Want to drive traffic to your blog and boost your social activity?

Expert Roundup.jpg

Well, I've got a simple solution to help you achieve just that: An expert roundup.

And the best part is, you only need to write 20% of the content -- the other 80% is written by experts in your niche.

Sounds easy, right?

It is, well, as long as you have the right process. Luckily, I've successfully applied this approach multiple times -- and I've learned a thing or two about how to drive the most traffic, shares, and engagement in the process.Download the step-by-step guide on how to build valuable relationships with  experts & influencers here.

Have I piqued your interest yet? Good. Let's walk through how to apply this strategy below.

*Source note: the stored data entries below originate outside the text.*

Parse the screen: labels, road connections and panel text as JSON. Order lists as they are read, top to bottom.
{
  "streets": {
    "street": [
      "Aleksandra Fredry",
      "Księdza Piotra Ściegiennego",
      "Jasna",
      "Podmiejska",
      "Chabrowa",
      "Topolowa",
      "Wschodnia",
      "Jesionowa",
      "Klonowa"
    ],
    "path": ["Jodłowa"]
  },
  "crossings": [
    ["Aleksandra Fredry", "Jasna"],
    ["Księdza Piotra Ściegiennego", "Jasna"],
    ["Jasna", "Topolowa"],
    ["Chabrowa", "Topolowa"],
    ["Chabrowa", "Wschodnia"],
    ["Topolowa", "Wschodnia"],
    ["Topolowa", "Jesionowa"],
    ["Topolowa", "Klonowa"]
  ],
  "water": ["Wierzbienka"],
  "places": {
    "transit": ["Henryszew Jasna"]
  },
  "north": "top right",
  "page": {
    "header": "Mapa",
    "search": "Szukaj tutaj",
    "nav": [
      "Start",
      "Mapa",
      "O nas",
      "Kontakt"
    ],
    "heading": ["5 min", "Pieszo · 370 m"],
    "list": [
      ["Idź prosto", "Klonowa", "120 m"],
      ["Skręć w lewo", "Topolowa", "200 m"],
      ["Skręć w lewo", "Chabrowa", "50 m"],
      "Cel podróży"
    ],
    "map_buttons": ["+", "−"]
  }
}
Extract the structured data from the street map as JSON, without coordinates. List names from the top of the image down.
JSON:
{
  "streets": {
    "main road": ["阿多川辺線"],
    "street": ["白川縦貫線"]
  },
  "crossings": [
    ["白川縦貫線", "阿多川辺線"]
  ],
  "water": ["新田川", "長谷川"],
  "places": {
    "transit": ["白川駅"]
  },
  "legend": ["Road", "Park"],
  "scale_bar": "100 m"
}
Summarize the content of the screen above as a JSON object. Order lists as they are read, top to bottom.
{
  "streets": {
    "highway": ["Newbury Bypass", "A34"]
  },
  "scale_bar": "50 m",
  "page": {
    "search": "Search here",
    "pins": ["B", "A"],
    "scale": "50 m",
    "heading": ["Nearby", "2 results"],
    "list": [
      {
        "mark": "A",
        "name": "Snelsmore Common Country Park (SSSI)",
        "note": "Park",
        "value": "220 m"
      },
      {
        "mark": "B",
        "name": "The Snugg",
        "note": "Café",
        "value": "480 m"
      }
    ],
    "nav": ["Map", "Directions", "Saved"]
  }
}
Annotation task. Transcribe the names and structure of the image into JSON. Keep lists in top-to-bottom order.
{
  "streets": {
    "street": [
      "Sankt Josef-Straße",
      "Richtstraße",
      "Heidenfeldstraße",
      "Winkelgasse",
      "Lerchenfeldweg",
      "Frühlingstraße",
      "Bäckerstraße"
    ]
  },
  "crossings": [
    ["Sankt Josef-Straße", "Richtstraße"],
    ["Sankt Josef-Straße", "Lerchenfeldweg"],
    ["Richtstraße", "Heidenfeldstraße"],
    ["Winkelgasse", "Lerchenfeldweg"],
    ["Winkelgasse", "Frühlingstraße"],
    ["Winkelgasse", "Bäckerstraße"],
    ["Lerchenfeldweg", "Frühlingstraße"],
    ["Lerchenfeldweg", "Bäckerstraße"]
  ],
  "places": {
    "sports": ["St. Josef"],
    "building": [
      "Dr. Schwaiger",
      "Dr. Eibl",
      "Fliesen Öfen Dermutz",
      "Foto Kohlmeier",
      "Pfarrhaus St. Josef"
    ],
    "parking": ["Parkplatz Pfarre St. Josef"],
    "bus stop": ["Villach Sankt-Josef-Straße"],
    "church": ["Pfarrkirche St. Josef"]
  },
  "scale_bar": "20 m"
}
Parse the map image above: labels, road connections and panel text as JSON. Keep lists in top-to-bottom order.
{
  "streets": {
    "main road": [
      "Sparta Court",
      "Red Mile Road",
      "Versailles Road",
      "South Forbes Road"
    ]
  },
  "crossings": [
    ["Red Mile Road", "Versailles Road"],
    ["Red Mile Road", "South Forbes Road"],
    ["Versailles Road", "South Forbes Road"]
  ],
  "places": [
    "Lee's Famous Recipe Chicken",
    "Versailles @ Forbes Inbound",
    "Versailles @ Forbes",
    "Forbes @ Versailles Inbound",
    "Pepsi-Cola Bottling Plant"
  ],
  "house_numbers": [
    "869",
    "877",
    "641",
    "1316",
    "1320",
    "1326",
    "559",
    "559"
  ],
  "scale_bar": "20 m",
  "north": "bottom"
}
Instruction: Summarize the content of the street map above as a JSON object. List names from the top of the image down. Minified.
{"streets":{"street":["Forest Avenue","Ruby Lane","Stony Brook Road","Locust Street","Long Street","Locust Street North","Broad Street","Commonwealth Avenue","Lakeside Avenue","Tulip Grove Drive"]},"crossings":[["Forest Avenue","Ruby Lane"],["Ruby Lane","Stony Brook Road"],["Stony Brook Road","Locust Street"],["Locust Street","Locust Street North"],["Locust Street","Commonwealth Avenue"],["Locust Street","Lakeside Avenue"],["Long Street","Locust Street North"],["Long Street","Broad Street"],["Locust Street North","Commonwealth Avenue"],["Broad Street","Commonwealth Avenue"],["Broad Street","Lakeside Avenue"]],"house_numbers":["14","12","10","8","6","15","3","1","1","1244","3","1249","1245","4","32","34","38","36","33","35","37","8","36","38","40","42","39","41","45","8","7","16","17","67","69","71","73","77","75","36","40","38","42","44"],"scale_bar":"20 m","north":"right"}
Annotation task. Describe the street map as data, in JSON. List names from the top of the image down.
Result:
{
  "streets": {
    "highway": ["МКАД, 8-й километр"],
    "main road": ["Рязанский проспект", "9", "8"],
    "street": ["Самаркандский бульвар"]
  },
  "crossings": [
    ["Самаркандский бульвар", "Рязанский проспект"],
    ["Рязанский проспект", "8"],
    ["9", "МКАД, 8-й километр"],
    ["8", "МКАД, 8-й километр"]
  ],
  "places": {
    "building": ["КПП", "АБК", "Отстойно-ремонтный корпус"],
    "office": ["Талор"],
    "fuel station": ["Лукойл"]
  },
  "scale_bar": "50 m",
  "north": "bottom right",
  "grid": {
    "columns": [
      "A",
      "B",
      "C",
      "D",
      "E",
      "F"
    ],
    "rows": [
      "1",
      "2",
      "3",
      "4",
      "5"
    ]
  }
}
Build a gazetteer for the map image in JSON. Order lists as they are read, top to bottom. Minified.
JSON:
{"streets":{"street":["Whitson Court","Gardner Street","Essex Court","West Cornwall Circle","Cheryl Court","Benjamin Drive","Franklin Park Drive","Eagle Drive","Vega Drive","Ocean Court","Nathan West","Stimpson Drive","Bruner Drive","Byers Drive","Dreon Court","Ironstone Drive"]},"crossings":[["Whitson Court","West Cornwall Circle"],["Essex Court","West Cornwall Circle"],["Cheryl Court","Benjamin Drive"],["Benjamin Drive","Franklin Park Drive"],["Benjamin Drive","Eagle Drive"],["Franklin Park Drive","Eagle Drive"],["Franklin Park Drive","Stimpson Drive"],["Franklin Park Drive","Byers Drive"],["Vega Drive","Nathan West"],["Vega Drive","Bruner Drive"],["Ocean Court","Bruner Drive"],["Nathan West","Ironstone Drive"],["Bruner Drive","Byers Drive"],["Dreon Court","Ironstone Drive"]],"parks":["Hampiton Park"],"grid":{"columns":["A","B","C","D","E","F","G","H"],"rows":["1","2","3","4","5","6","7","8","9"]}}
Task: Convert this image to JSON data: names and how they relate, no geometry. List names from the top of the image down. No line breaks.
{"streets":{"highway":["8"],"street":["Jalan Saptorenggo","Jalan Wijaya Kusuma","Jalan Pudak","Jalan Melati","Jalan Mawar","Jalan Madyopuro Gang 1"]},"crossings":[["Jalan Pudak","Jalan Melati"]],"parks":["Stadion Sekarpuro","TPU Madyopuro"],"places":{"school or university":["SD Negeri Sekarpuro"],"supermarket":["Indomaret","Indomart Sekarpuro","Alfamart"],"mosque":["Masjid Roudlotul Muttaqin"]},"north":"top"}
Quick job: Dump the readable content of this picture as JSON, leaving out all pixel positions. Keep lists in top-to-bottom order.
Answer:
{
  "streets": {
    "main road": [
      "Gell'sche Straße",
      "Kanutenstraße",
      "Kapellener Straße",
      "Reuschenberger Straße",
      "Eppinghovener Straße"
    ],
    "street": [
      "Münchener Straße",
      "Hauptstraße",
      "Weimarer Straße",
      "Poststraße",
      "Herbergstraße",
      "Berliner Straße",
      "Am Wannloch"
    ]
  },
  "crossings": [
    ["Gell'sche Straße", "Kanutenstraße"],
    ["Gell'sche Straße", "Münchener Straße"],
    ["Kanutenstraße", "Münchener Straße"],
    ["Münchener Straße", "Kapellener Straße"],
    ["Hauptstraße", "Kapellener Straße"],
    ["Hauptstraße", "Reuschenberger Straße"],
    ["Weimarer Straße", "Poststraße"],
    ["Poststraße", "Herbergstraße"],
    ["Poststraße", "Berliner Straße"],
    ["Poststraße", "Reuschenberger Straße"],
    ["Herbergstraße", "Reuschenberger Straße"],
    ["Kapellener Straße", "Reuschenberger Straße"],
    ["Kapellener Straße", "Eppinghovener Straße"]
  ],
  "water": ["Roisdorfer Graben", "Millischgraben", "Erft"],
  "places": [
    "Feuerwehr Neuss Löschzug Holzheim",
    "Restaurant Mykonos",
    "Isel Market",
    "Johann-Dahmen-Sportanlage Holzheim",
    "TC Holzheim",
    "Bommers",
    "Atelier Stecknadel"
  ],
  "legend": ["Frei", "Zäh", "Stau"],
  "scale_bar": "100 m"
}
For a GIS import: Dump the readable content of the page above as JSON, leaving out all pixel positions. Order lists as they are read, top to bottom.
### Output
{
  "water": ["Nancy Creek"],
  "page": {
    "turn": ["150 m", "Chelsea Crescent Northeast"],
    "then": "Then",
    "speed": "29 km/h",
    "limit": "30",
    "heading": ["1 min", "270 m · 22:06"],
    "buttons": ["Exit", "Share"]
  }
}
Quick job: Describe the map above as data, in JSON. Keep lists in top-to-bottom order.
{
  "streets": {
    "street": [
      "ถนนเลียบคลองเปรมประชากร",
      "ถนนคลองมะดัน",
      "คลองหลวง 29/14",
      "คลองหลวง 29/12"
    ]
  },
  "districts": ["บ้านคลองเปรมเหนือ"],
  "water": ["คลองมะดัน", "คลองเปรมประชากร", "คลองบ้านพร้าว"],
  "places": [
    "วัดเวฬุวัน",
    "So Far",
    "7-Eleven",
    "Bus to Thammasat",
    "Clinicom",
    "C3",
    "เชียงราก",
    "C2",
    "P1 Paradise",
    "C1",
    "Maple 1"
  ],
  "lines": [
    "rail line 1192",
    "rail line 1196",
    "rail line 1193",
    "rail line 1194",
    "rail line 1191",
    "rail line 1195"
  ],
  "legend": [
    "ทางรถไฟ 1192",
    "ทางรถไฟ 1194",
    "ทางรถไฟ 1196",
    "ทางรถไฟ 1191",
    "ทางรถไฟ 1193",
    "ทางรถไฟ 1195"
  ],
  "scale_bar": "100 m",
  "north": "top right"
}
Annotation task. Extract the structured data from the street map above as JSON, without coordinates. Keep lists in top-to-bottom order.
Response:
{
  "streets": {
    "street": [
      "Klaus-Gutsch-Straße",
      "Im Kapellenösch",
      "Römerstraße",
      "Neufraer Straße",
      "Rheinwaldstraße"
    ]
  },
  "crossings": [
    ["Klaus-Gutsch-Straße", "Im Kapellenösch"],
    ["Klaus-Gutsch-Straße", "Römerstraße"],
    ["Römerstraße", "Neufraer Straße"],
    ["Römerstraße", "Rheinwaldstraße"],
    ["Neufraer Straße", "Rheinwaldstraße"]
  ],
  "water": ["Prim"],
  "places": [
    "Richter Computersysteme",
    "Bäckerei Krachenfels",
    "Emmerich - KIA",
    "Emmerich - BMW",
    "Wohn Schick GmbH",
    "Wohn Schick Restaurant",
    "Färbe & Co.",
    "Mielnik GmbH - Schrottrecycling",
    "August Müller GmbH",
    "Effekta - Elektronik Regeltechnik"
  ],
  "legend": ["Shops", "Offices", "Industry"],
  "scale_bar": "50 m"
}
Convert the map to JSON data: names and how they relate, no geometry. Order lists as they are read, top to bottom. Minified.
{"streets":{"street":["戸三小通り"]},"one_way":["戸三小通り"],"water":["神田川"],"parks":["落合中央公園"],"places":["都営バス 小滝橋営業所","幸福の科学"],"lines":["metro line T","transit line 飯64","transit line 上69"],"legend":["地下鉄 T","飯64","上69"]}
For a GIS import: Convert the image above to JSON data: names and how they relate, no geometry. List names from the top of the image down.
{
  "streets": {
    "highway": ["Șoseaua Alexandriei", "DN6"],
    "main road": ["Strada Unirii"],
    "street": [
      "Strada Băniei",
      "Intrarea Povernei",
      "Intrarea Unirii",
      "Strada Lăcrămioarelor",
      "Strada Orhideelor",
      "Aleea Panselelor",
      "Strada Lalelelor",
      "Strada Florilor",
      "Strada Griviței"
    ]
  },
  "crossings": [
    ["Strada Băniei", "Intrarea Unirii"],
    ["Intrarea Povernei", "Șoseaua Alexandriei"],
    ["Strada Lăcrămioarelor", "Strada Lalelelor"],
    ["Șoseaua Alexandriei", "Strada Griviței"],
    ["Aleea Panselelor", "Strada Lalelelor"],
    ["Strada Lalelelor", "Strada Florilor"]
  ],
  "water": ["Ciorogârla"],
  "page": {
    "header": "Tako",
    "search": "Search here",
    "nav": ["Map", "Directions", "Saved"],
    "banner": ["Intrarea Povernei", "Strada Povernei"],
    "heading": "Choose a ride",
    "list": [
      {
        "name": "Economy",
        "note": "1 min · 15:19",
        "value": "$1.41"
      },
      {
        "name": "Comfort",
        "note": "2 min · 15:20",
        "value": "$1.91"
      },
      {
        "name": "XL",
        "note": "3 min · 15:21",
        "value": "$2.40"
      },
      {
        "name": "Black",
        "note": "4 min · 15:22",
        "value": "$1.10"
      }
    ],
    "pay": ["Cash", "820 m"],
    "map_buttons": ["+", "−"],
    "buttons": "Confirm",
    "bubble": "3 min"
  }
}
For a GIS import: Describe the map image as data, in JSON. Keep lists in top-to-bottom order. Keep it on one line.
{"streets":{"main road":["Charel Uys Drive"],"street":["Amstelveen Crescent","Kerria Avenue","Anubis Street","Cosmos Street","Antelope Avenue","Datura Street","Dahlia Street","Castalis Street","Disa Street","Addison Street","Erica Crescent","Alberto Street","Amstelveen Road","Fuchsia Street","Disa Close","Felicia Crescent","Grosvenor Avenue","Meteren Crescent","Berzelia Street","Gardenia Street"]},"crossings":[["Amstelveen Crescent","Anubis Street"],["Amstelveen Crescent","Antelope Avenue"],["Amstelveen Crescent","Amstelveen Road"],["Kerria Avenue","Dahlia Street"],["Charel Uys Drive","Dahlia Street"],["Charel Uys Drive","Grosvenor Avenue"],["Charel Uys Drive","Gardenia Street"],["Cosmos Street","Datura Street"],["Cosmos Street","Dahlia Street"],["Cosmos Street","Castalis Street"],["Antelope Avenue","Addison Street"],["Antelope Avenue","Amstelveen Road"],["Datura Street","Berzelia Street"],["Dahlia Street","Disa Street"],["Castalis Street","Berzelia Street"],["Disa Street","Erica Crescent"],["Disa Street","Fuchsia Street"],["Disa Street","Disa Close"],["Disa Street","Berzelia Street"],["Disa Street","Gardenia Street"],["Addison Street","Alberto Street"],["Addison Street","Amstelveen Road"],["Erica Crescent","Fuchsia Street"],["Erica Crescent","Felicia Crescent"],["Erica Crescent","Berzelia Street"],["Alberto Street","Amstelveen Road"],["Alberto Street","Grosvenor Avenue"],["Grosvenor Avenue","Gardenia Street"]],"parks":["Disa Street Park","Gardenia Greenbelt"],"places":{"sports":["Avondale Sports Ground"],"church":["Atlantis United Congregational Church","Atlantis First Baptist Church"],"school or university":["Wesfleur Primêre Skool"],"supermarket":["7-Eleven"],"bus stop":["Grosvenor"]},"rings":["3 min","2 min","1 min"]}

What Is an Expert Roundup?

An expert roundup is a collection of quotes or interviews by influential people in your niche. Each participant should be someone with some authority in your field and that has something to contribute to your readers.

The most effective roundups pose a very specific question that the experts can easily respond to. It should be a question that people care about the answer to.

Here are a few great example roundups:

As you can see, a roundup can really be about any topic.

This is an excellent strategy to quickly establish yourself or your company within the blogging community for your niche. And since you will be linking, sharing, and promoting the responses of these influential people, many of them will be willing to help you down the line.

Do Expert Roundups Actually Generate Results?

Before I get into the results, let me give you a little background.

I am the CTO and Founder of Proven.com. We provide a job distribution and hiring solution for small businesses. I love it, but it’s not always the sexiest topic to create content for. After all, it's tough to convince people to share a blog post about how to hire more efficiently with the same vigor that they share cat videos.

As a result, many of our early blog posts were members of the "Triple Zero Club" -- zero shares, zero comments, and zero new subscribers. But this all changed when I started experimenting with expert roundups.

Over the past seven months, I've conducted three different expert roundups for the Proven blog that have consistently delivered shares, comments, views, and subscribers. Let's walk through them ...

Roundup Attempt #1:

My first roundup was the least successful and I definitely made some mistakes, which I will explain later.

Despite the mistakes, I managed to get 16 experts in the HR space to respond to my outreach, and the article I created about the Best HR Software, generated 286 views in the first month, 71 social shares, and five backlinks.

Relative to other blog posts we were producing at that time, this was actually pretty good. Most importantly, it helped me establish early relationships with blogging influencers in the HR space. That led to more successful blog posts in the future and guest blogging gigs with some of the best HR blogs available.

Not to mention, Proven is now ranked #1 on Google for search terms like “hr blogs”, “best hr blogs”, etc.

Roundup Attempt #2:

In my second attempt, I got significantly more ambitious.

I surveyed the founders of hundreds of different technology startups and asked them, “If you could only ask a person one question during an interview, what question would that be?”

Over 150 different founders responded, which was actually quite overwhelming. That article, generated 1,747 views in the first month, 193 social shares, and 45 backlinks.

1 backlink example.

Roundup Attempt #3:

In my third roundup, I contacted companies that have remote work teams and asked them about how to make remote work actually work, as well as the type of characteristics they look for when hiring a remote employee.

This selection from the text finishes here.